Lydia's jaw dropped. "But—but wouldn't you beat it into your daughter?"

"What's the use of trying to teach patriotism to anything female?" There was a contemptuous note in Levine's voice that touched Lydia's temper.

"Well, there's plenty of use, I'd have you know!" she cried. "Why, I was more interested in Civil Government last year than any of the boys except Charlie Jackson."

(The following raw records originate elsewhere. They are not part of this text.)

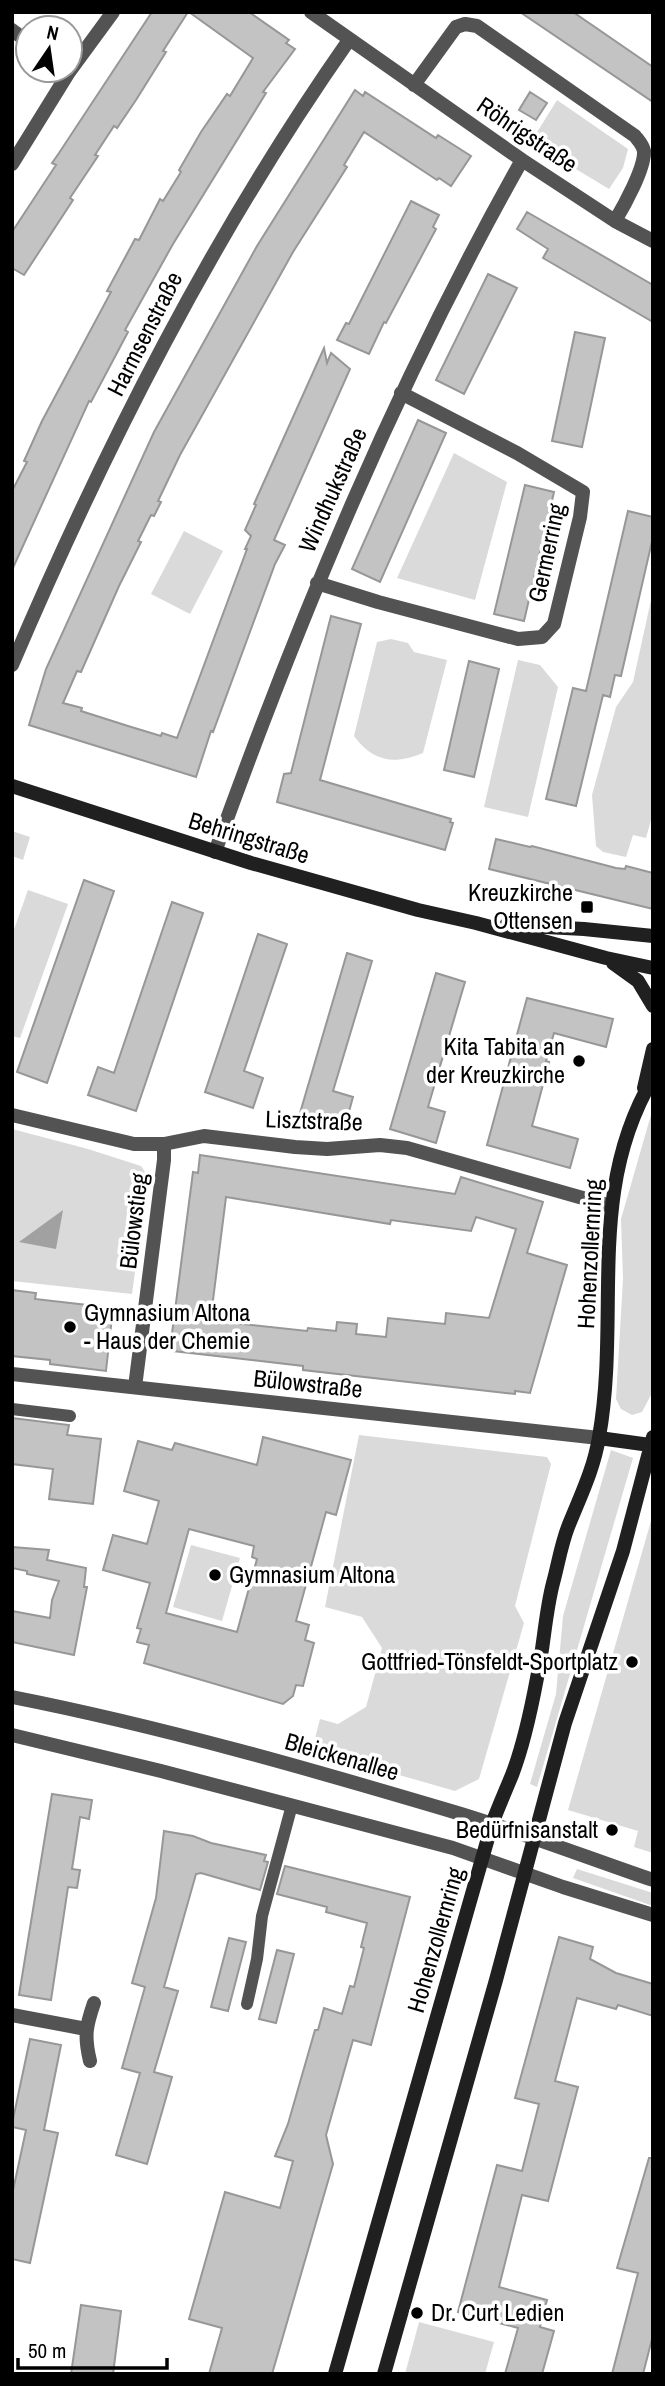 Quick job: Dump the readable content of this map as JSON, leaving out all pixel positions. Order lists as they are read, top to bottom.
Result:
{
  "streets": {
    "main road": ["Behringstraße", "Hohenzollernring"],
    "street": [
      "Röhrigstraße",
      "Harmsenstraße",
      "Windhukstraße",
      "Germerring",
      "Lisztstraße",
      "Bülowstieg",
      "Bülowstraße",
      "Bleickenallee"
    ]
  },
  "crossings": [
    ["Röhrigstraße", "Harmsenstraße"],
    ["Röhrigstraße", "Windhukstraße"],
    ["Windhukstraße", "Germerring"],
    ["Windhukstraße", "Behringstraße"],
    ["Lisztstraße", "Bülowstieg"],
    ["Lisztstraße", "Hohenzollernring"],
    ["Bülowstieg", "Bülowstraße"],
    ["Hohenzollernring", "Bülowstraße"],
    ["Hohenzollernring", "Bleickenallee"]
  ],
  "places": {
    "transit": ["Kreuzkirche Ottensen"],
    "other": [
      "Kita Tabita an der Kreuzkirche",
      "Gymnasium Altona - Haus der Chemie",
      "Gymnasium Altona",
      "Gottfried-Tönsfeldt-Sportplatz",
      "Bedürfnisanstalt",
      "Dr. Curt Ledien"
    ]
  },
  "scale_bar": "50 m",
  "north": "top"
}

Levine laughed, then said soberly, "All right, Lydia, I'd be glad to see what you can do for your country. When you get that orphan asylum, put over the door, 'Ducit Amor Patriae.'"

Lydia looked at him clearly. "You just wait and see."

She went soberly toward the kitchen for her apron, and Levine looked after her with an expression at once wistful and gentle. Lydia looked up "Ducit Amor Patriae" in a phrase book the next day. She liked the sound of it.

By the middle of January, Levine was sufficiently recovered to leave. The Saturday before he left occurred another conversation between him and Lydia that cemented still further the quaint friendship of the two.

It snowed heavily all day. Lydia had put in the morning as usual cleaning the house. This was a very methodical and thorough process now, and when it was finished the cottage shone with cleanliness. In the afternoon, she dug a path to the gate, played a game of tag in the snow with Adam, then, rosy and tired, established herself in Amos' arm chair with a book. Lizzie was taking a long nap. The dear old soul had been exhausted by the nursing. Levine lay on the couch and finally asked Lydia to read aloud to him. She was deep in "The Old Curiosity Shop" and was glad to share it with her friend.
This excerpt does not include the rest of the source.